# Problem to work on
Your response should be a copy of each line in the listing below that includes the word "bottom".

--

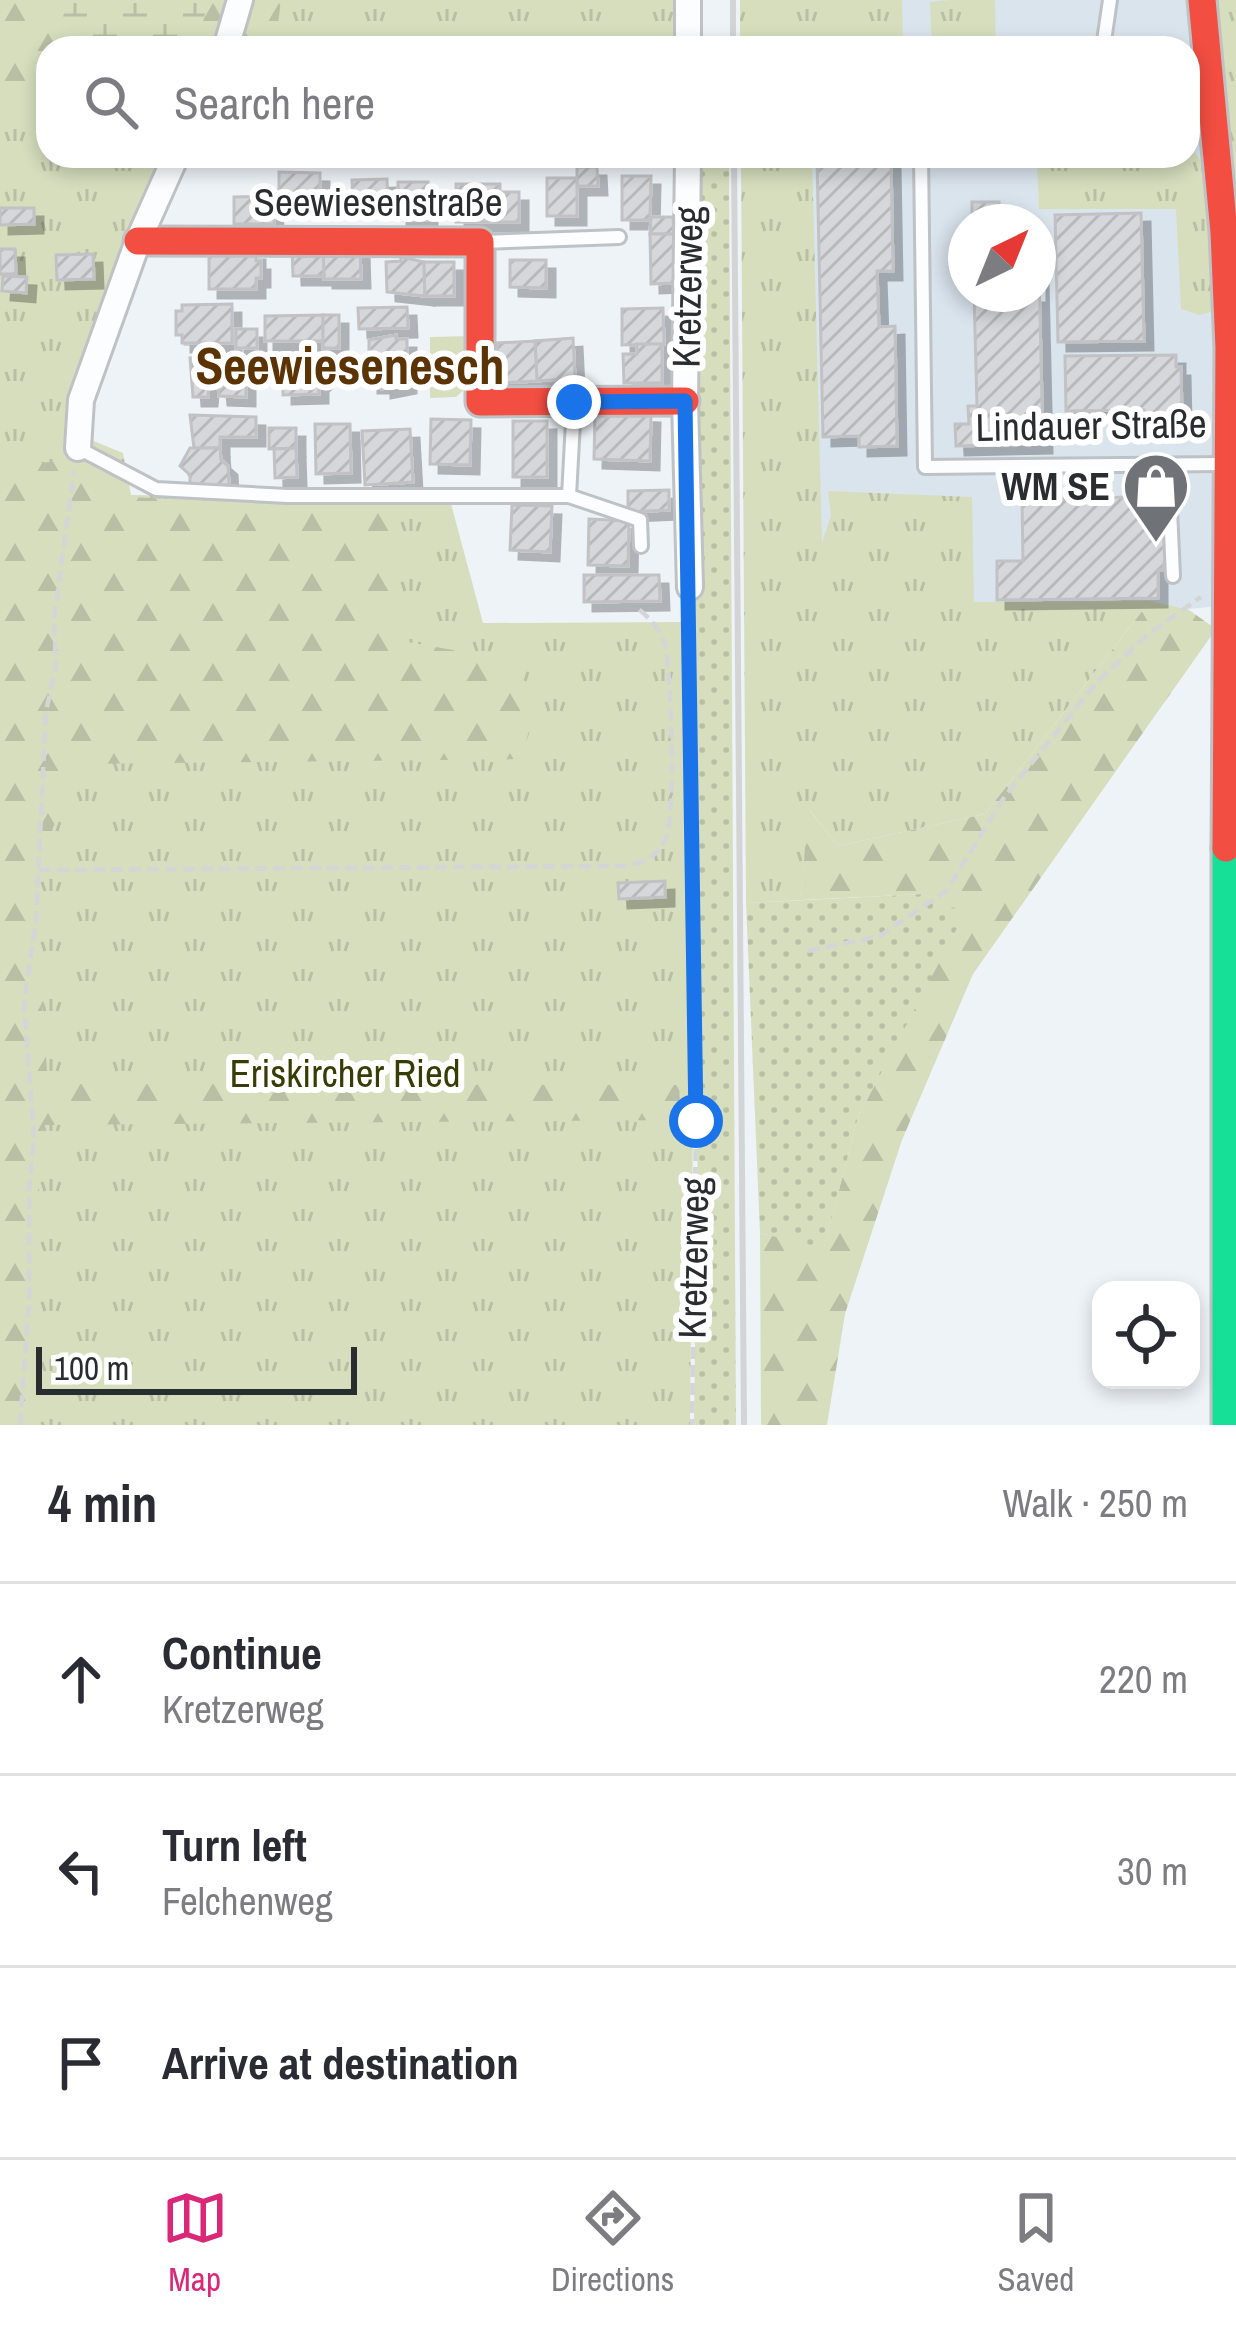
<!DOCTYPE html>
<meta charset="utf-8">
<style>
:root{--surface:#fff;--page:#f2f2f3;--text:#2b2b33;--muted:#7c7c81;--line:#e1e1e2;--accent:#db2777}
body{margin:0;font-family:"Archivo Narrow",sans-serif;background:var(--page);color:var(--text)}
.controls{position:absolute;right:36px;bottom:36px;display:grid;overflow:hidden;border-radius:24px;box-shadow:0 6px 18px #0003}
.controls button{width:108px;height:108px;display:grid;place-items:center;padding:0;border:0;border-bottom:3px solid var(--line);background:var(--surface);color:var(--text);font:60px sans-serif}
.compass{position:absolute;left:948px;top:204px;width:108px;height:108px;border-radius:50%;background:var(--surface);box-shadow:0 6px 18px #0003;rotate:43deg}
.scale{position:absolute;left:36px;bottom:30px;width:321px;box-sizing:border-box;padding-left:12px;border:6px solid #2a2d30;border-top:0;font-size:33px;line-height:42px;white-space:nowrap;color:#2a2d30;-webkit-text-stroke:9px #fff;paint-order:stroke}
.stop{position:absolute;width:36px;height:36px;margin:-27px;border:9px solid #1a73e8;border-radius:50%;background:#fff}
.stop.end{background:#1a73e8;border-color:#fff;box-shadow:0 3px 12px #0008}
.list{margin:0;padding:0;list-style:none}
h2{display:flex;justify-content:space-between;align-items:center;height:156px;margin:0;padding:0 48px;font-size:51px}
h2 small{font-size:39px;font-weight:400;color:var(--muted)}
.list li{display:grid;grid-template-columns:78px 1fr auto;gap:36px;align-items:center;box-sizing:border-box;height:192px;padding:0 48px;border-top:3px solid var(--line)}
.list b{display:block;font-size:45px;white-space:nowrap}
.list p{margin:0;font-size:39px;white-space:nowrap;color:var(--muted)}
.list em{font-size:39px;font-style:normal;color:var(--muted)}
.icon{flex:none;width:66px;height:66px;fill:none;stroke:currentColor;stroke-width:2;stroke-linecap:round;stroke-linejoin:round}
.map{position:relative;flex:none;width:1236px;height:1425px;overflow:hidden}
.search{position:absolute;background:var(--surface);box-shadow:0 6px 18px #0003;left:36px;right:36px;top:36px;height:132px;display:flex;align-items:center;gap:30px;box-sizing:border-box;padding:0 42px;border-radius:36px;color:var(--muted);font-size:45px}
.sheet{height:732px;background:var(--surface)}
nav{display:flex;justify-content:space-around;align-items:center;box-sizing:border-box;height:168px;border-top:3px solid var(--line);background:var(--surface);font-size:33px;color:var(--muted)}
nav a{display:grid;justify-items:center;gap:6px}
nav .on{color:var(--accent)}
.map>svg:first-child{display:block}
.built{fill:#dae4ed;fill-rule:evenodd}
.grass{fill:url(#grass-tufts)}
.forest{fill:url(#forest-firs)}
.wetland{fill:url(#wetland-marsh)}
.garden{fill:url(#garden-dots)}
.building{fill:url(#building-hatch);stroke:#c2c2c5;stroke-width:3;filter:url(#shadow)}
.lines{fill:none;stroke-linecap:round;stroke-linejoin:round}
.lane-casing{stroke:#bec2c5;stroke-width:18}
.street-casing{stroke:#bec2c5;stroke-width:30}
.fast-casing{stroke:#bec2c5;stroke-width:33}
.jam-casing{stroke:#bec2c5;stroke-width:33}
.path{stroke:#d4d5d7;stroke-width:4.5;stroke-dasharray:12 6;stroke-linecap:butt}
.lane{stroke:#fcfdfe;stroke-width:12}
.street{stroke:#fcfdfe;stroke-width:24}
.fast{stroke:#16e098;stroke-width:27}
.jam{stroke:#f24e42;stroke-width:27}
.rail{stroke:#d2d4d5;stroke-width:6}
.route{stroke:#1a73e8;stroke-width:15}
.labels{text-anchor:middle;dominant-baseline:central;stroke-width:12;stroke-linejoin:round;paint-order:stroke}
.street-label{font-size:39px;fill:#2a2d30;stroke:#fff}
.poi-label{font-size:39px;font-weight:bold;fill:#2a2d30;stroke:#fff;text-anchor:end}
.park-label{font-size:39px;fill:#373d04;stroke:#fff}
.district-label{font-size:51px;font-weight:bold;fill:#5c3305;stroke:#fff}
</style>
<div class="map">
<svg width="1236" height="1425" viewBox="0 0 1236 1425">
<defs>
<pattern id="grass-tufts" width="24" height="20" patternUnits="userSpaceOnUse" patternTransform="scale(3)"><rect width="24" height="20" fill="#d6debe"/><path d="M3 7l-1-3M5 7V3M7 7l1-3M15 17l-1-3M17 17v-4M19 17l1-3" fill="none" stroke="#b8bfa4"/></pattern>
<pattern id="forest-firs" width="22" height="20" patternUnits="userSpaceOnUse" patternTransform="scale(3)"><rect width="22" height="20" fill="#d6debe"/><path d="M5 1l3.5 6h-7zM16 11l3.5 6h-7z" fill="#b8bfa4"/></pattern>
<pattern id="wetland-marsh" width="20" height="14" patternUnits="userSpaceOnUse" patternTransform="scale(3)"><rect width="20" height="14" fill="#d6debe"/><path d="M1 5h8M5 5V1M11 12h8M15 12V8" fill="none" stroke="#b8bfa4"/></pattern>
<pattern id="garden-dots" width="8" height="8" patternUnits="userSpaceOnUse" patternTransform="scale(3)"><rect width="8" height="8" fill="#d6debe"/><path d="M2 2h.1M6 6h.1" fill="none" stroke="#b8bfa4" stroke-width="1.8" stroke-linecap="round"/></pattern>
<pattern id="building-hatch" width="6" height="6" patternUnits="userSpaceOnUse" patternTransform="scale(3)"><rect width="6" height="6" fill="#d6d7da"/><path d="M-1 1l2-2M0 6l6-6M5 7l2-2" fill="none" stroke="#b8b9bb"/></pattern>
<filter id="shadow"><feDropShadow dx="9" dy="9" stdDeviation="0" flood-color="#0004"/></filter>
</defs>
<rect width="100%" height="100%" fill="#eef3f8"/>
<!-- built -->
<path class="built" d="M782 0H1209L1236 604 966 633 793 534 785 156H1188V48H783ZM966 222H1038V294H966Z"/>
<!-- grass -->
<g class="grass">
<polygon points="0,0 682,0 681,48 48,48 48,156 524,156 167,167 69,431 123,453 131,495 450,500 483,623 687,622 693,1121 690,1425 0,1425"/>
<polygon points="740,0 902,0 903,48 740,48"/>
<polygon points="950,0 995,0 996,48 932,48 930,2"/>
<polygon points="1209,0 1236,0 1236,209"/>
<polygon points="1188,141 1202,163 1215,311 1199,315 1181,309 1176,209 1039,209 1037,165 974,168 973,156 1188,156"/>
<polygon points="741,156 812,156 822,543 831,515 828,491 972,497 974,602 1150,601 985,814 838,846 809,809 801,900 746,903"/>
<polygon points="472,336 467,387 456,397 430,398 430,337"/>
</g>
<!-- forest -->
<g class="forest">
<polygon points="0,0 69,0 61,22 65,48 48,48 48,122 0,115"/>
<polygon points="209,0 281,0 275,48 195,48"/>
<polygon points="67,461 119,480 130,497 390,510 390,639 522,662 529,730 522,759 81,764 32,875 48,1084 679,1085 681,1120 43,1125 25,1425 0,1425 0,465"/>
<polygon points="1150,601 1189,610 1216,629 973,974 902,1140 845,1314 827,1425 761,1425 760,1233 824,1247 858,1117 964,913 923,894 801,900 808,808 838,846 985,814"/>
</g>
<!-- wetland -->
<polygon class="wetland" points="69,0 209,0 195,48 65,48 61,22"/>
<!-- garden -->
<g class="garden">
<polygon points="692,156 729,156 736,1425 694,1425 698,1122"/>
<polygon points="924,894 965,913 858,1117 824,1248 760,1233 746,903"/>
</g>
<!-- building -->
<g class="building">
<polygon points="891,158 893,271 877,271 879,327 895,326 897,446 859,447 859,436 823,437 817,159"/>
<polygon points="577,167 597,167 598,186 577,186"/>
<polygon points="279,172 320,173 320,198 279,198"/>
<polygon points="622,176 651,176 650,220 622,220"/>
<rect x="547" y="178" width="30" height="38"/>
<polygon points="387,179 388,205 353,205 352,180"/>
<rect x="398" y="182" width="30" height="38"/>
<polygon points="456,184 500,184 500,192 519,192 519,222 456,222"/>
<polygon points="273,196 274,224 234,224 234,197"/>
<polygon points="972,202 999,202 1000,222 972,222"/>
<polygon points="0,208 34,208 34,224 0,225"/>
<polygon points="1141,213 1144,341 1058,342 1055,215"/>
<polygon points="651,217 673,217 674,234 650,234"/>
<polygon points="1038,231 1043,444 956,446 955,424 969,424 968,406 977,406 974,294 1038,294"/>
<polygon points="650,234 674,234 675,283 651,284"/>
<polygon points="360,247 361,279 324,279 323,248"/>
<polygon points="323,248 324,276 293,276 292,249"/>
<polygon points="0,249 15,249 16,274 0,274"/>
<polygon points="209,251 256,251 256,261 261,261 261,278 256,278 256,289 209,289"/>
<polygon points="93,254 94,279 57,280 56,255"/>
<polygon points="401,257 424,262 425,296 387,292 386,262 401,261"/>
<polygon points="510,260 546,260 546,288 510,287"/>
<polygon points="424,262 454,262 454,296 425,296"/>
<polygon points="3,276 27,277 26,293 2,291"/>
<polygon points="232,304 232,343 182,343 182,335 176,335 176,311 182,311 182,305"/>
<polygon points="407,307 408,328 359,329 358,308"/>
<polygon points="663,308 664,344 622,345 622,309"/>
<polygon points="323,315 323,341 265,341 265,316"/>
<rect x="323" y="315" width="16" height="33"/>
<rect x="236" y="329" width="21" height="19"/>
<polygon points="396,335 396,339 407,339 407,359 369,359 369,340"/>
<polygon points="573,338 575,378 537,381 535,341"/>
<polygon points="535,341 537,381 499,383 497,343"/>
<polygon points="637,344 662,344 662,383 624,383 623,354 637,354"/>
<polygon points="1176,355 1176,367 1181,367 1182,415 1144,415 1144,410 1066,411 1065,356"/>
<polygon points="233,357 234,378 246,378 246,397 219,396 217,376 216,387 209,386 208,397 193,397 190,358"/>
<polygon points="283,358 319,358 319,368 326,376 319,383 319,394 283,395"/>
<polygon points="369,359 407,359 407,384 382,389 382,384 369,384"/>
<polygon points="595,412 651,414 650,461 594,459"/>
<polygon points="190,415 256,417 256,437 220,437 220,448 194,448"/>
<polygon points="431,419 471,420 470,465 430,464"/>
<rect x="513" y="421" width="34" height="56"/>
<polygon points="315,424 350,424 351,473 316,474"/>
<polygon points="269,428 296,428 296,448 269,449"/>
<polygon points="410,429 413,482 365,485 362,431"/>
<polygon points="190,448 220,448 221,460 228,466 229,485 190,485 190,475 180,466"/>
<polygon points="296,448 297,477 275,478 274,449"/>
<polygon points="669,490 669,510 628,512 628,491"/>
<polygon points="1164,496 1165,557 1163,570 1158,570 1158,598 997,600 997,561 1023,561 1022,500"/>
<polygon points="512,505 552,506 550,552 510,550"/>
<polygon points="589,519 629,521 628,566 588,565"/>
<polygon points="584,575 659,575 660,601 584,602"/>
<polygon points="665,881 665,897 619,899 618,883"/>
</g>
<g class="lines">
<!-- lane casing -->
<g class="lane-casing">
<g id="lane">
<polyline points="1103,48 1110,0"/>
<polyline points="921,156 925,467 1224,464"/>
<polyline points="482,242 619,237"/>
<polyline points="574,403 569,496 640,520 641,546"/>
<polyline points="78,448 156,489 287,496 569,496"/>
<polyline points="1168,465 1173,576"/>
</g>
</g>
<!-- street casing -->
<g class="street-casing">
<g id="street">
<polyline points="226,48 240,0"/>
<polyline points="688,48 688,0"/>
<polyline points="688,156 685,401 690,587"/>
<polyline points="78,448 81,400 138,241 176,156"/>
</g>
</g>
<!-- fast casing -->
<g class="fast-casing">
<polyline id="fast" points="1226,848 1226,1425"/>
</g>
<!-- jam casing -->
<g class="jam-casing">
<g id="jam">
<polyline points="1202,0 1224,232 1229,348 1226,848"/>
<polyline points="138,241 480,242 480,402 685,401"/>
</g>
</g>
<!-- path -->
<g class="path">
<polyline points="690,609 696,1121 692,1425"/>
<path d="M39 870 620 866C639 865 656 859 665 840 677 815 671 675 665 645 661 630 649 617 637 608"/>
<polyline points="808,951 880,936 946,891 1005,796 1098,681 1147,635 1201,597"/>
<polyline points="20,1425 29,1303 29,1190 34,1138 24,1002 36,921 46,711 56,667 54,619 74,471"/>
</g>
<!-- lane -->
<use href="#lane" class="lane"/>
<!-- street -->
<use href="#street" class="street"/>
<!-- fast -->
<use href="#fast" class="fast"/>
<!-- jam -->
<use href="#jam" class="jam"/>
<!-- rail -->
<g class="rail">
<polyline points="733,0 733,48"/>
<polyline points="734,156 744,1425"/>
</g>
</g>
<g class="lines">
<!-- route -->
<polyline class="route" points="574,402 685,401 696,1121"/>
</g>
<!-- icons -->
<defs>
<g id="shop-pin" transform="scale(3.45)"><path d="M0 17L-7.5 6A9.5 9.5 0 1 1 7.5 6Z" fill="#6f7276" stroke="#fff"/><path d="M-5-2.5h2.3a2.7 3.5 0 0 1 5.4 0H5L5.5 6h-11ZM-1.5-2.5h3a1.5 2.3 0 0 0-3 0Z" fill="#fff"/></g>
</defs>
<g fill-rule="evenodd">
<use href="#shop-pin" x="1156" y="486"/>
</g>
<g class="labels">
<!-- street labels -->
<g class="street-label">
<text x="378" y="202">Seewiesenstraße</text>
<text transform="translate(687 287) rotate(-89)">Kretzerweg</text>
<text transform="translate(1091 425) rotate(-1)">Lindauer Straße</text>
<text transform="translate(693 1258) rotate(-89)">Kretzerweg</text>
</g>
<!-- poi labels -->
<g class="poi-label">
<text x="1110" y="486">WM SE</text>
</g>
<!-- park labels -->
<g class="park-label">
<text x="345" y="1073">Eriskircher Ried</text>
</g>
<!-- district labels -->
<g class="district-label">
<text x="350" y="365">Seewiesenesch</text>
</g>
</g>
</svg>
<div class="controls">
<button><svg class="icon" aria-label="locate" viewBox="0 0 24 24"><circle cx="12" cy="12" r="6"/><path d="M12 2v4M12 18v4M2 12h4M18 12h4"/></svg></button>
</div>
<svg class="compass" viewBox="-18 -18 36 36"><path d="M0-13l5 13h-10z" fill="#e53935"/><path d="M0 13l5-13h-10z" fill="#7c7c81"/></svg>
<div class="scale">100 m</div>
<div class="stop" style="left:696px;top:1121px"></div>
<div class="stop end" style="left:574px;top:402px"></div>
<div class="search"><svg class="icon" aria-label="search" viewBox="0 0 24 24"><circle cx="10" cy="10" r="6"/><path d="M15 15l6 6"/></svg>Search here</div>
</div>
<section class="sheet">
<h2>4 min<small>Walk · 250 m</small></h2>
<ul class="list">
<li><svg class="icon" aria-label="ahead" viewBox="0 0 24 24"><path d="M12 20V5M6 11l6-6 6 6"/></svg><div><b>Continue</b><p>Kretzerweg</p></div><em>220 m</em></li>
<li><svg class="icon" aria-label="left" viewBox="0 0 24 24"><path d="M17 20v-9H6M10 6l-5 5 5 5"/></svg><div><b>Turn left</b><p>Felchenweg</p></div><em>30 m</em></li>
<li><svg class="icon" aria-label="arrive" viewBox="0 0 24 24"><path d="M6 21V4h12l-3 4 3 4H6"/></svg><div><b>Arrive at destination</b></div></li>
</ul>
</section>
<nav>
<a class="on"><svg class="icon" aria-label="map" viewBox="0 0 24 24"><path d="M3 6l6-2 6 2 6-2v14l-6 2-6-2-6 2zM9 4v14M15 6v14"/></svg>Map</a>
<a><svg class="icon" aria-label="directions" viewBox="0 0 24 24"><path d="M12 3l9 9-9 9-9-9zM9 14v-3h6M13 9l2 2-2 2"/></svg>Directions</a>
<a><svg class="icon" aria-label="saved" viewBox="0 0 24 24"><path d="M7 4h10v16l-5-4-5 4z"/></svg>Saved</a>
</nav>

--

# Exercise answer
.controls{position:absolute;right:36px;bottom:36px;display:grid;overflow:hidden;border-radius:24px;box-shadow:0 6px 18px #0003}
.controls button{width:108px;height:108px;display:grid;place-items:center;padding:0;border:0;border-bottom:3px solid var(--line);background:var(--surface);color:var(--text);font:60px sans-serif}
.scale{position:absolute;left:36px;bottom:30px;width:321px;box-sizing:border-box;padding-left:12px;border:6px solid #2a2d30;border-top:0;font-size:33px;line-height:42px;white-space:nowrap;color:#2a2d30;-webkit-text-stroke:9px #fff;paint-order:stroke}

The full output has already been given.